**Work request**:
Starting from the top of the entries below and ending with the line containing "ctx.lineWidth = width;", restate every line word for word, pictures omitted.
⟨
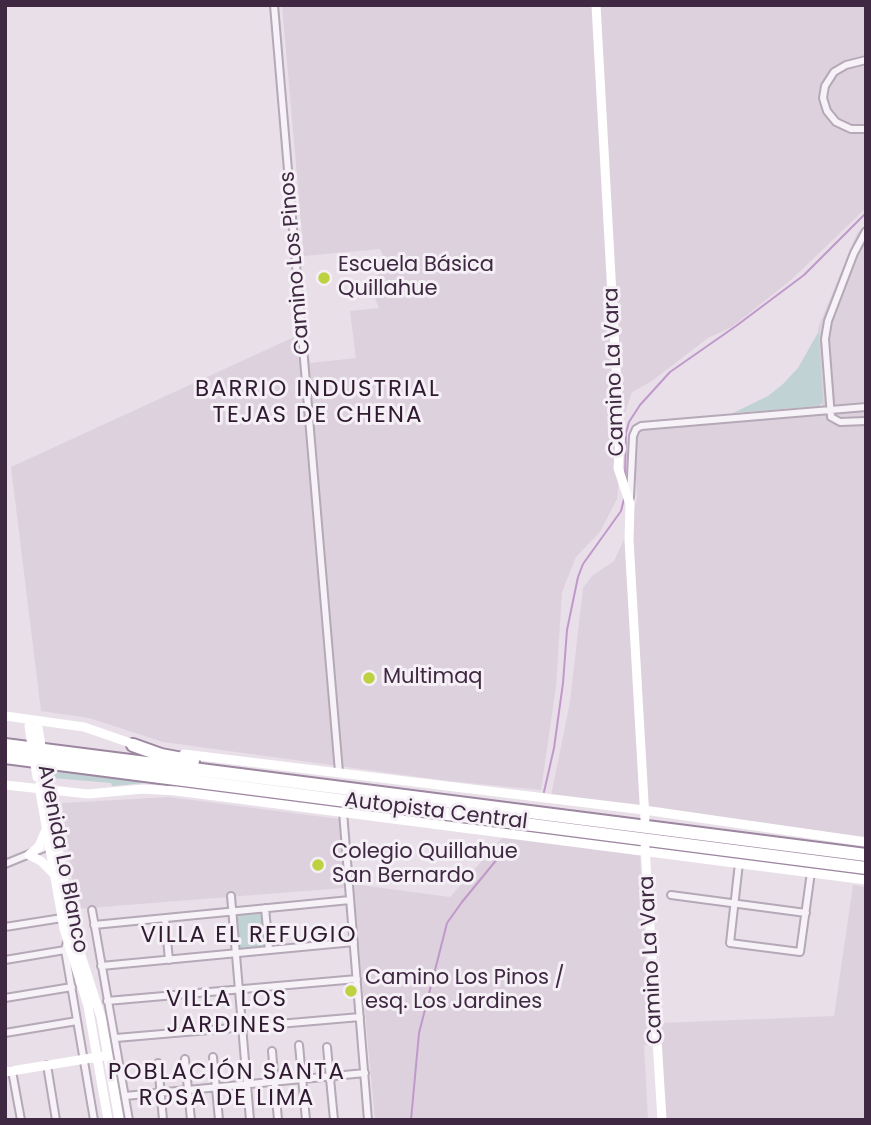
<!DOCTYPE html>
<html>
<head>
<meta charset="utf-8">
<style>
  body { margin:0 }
  #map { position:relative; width:871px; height:1125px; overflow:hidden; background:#e8dfe9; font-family:Poppins,sans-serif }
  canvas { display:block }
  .frame { position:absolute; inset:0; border:7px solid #3f2841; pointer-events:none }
</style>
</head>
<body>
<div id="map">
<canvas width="871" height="1125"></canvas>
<div class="frame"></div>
</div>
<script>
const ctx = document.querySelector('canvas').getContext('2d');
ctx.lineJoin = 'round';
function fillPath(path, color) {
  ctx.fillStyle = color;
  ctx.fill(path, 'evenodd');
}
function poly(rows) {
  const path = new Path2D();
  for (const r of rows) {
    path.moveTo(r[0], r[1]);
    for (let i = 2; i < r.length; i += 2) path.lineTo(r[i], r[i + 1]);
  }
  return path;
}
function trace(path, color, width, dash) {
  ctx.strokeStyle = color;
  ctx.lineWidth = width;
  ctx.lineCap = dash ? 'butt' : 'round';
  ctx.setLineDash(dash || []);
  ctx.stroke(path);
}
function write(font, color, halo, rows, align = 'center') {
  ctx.font = font + ' Poppins,sans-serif';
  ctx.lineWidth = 6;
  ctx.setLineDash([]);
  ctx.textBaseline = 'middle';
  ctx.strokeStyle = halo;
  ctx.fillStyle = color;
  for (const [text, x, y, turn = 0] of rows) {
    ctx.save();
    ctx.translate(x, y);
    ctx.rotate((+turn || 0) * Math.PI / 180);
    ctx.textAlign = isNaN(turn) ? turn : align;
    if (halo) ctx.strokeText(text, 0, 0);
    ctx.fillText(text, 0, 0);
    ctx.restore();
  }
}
fillPath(poly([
  [282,5,866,5,866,208,791,280,732,327,708,338,652,381,632,392,625,413,617,499,600,532,576,557,562,592,556,686,541,790,449,781,163,742,89,718,41,711,11,467,305,332,310,363,356,358,350,311,379,308,368,281,389,268,380,249,304,256],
  [866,224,866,837,551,796,570,702,583,588,592,576,614,561,623,542,637,498,633,429,639,423,822,407,818,328,857,233],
  [169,797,339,819,344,888,76,909,62,803],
  [503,837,640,854,650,1045,644,1045,648,1120,375,1120,353,884,450,897],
  [853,885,866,887,866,1120,665,1120,661,1023,834,1016]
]), '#ddd1de');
fillPath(poly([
  [819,331,823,402,819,406,733,413,768,396,783,384,798,368],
  [51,766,157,782,112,786,111,783,53,778],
  [261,910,265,947,238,950,235,913]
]), '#c0d2d3');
trace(poly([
  [625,476,626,433,629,422,640,405,670,372,736,326,804,275,866,213],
  [544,792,554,748,563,683,567,630,578,577,583,564,621,511,624,499],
  [411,1120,419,1033,447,923,462,902,507,847]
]), '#c099ca', 2);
const street = poly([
  [274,5,339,772],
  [866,60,846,65,834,72,825,86,823,98,827,111,836,122,851,129,866,129],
  [866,231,854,253,828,321,825,339,831,417,840,422,866,421],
  [630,497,633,436,636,429,641,426,866,407],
  [343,812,368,1120],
  [739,863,730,943,800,952,811,872],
  [5,864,49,846],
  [671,895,806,913],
  [231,896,250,1120],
  [265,908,269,950],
  [92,910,129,1120],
  [165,918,169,960],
  [94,925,350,900],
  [5,927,62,918],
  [67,942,65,950,94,1120],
  [5,960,65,950],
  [101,966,354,942],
  [5,998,72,987],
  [107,1001,357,979],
  [5,1033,77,1021],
  [116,1038,360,1017],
  [299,1045,306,1120],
  [327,1047,334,1120],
  [272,1051,278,1120],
  [213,1057,219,1120],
  [185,1059,191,1120],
  [158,1063,163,1120],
  [47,1065,56,1120],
  [12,1071,21,1120],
  [125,1096,365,1073]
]);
const highway = poly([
  [5,745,866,855],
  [133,745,161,755,193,761],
  [5,757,866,868]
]);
trace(street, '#b5a8b7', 10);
trace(highway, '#9d86a0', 16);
trace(street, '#f7f2f7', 6);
trace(poly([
  [596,5,620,440,618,468,630,504,629,540,645,819],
  [5,716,84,727,136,745],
  [184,754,644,810,866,842],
  [5,785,88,794,143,789,176,791,866,880],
  [39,786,64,929,88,1006,108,1120],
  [47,787,73,931,101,1017,119,1120],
  [45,832,39,846,29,855,41,861,53,873],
  [645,847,662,1120],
  [5,1072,104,1056]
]), '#fff', 9);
trace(highway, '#fff', 12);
trace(poly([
  [29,726,37,777],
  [38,727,46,778]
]), '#fff', 9);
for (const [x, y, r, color] of [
  [324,278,7,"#bdd141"],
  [369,678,7,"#bdd141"],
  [318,865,7,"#bdd141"],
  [351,991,7,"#bdd141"]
]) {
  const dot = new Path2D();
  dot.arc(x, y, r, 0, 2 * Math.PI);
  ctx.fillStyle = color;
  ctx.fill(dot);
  trace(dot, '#f5eff6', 2.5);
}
write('21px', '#3f2841', '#f5eff6', [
  ["Camino Los Pinos",296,263,-95],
  ["Camino La Vara",615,372,-92],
  ["Autopista Central",436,812,7],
  ["Avenida Lo Blanco",62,859,79],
  ["Camino La Vara",652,960,-93]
]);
write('21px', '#3f2841', '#f5eff6', [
  ["Escuela Básica",338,266],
  ["Quillahue",338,290],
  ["Multimaq",383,678],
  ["Colegio Quillahue",332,853],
  ["San Bernardo",332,877],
  ["Camino Los Pinos /",365,979],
  ["esq. Los Jardines",365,1003]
], 'left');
ctx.letterSpacing = '2px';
write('23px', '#301a31', '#f5eff6', [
  ["BARRIO INDUSTRIAL",318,390],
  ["TEJAS DE CHENA",318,416],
  ["VILLA EL REFUGIO",249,936],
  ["VILLA LOS",227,1000],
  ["JARDINES",227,1026],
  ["POBLACIÓN SANTA",227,1073],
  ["ROSA DE LIMA",227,1099]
]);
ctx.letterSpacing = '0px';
</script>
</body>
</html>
⟩
**Response to the task**:
<!DOCTYPE html>
<html>
<head>
<meta charset="utf-8">
<style>
  body { margin:0 }
  #map { position:relative; width:871px; height:1125px; overflow:hidden; background:#e8dfe9; font-family:Poppins,sans-serif }
  canvas { display:block }
  .frame { position:absolute; inset:0; border:7px solid #3f2841; pointer-events:none }
</style>
</head>
<body>
<div id="map">
<canvas width="871" height="1125"></canvas>
<div class="frame"></div>
</div>
<script>
const ctx = document.querySelector('canvas').getContext('2d');
ctx.lineJoin = 'round';
function fillPath(path, color) {
  ctx.fillStyle = color;
  ctx.fill(path, 'evenodd');
}
function poly(rows) {
  const path = new Path2D();
  for (const r of rows) {
    path.moveTo(r[0], r[1]);
    for (let i = 2; i < r.length; i += 2) path.lineTo(r[i], r[i + 1]);
  }
  return path;
}
function trace(path, color, width, dash) {
  ctx.strokeStyle = color;
  ctx.lineWidth = width;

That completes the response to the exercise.